◆ INSTRUCTIONS FOR THE TASK ◆
An exact copy of the lines from the one containing "Quick job: Give" to the end of the records below is required, and nothing else.

Start of Block

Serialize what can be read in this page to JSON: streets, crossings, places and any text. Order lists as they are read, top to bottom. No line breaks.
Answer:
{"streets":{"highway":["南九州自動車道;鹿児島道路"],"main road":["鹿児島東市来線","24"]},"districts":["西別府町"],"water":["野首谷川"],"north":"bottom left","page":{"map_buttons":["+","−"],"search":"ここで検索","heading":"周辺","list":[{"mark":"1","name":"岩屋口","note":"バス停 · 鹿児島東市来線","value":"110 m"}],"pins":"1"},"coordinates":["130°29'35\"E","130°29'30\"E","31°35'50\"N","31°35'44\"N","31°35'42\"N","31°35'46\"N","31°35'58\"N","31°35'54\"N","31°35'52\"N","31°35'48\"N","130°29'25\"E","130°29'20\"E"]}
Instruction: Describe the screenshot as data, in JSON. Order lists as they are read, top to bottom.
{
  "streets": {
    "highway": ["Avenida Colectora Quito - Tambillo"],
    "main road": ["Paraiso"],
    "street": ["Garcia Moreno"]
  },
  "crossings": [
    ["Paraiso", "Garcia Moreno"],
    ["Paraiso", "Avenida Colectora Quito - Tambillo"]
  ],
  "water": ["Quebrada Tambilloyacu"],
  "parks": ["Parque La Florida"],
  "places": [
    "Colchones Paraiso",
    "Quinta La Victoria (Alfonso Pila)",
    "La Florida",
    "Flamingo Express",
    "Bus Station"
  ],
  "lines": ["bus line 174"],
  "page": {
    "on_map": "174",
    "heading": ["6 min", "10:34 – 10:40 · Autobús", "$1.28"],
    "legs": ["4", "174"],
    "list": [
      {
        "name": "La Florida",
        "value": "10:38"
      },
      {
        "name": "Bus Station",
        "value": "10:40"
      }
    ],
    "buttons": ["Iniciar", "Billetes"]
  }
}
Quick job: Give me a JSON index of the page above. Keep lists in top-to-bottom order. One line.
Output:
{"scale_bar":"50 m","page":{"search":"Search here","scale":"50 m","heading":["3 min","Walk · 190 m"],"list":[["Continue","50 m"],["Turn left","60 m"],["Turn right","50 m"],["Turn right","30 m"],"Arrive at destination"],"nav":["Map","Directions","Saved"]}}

End of Block

◆ EXERCISE OUTPUT ◆
Quick job: Give me a JSON index of the page above. Keep lists in top-to-bottom order. One line.
Output:
{"scale_bar":"50 m","page":{"search":"Search here","scale":"50 m","heading":["3 min","Walk · 190 m"],"list":[["Continue","50 m"],["Turn left","60 m"],["Turn right","50 m"],["Turn right","30 m"],"Arrive at destination"],"nav":["Map","Directions","Saved"]}}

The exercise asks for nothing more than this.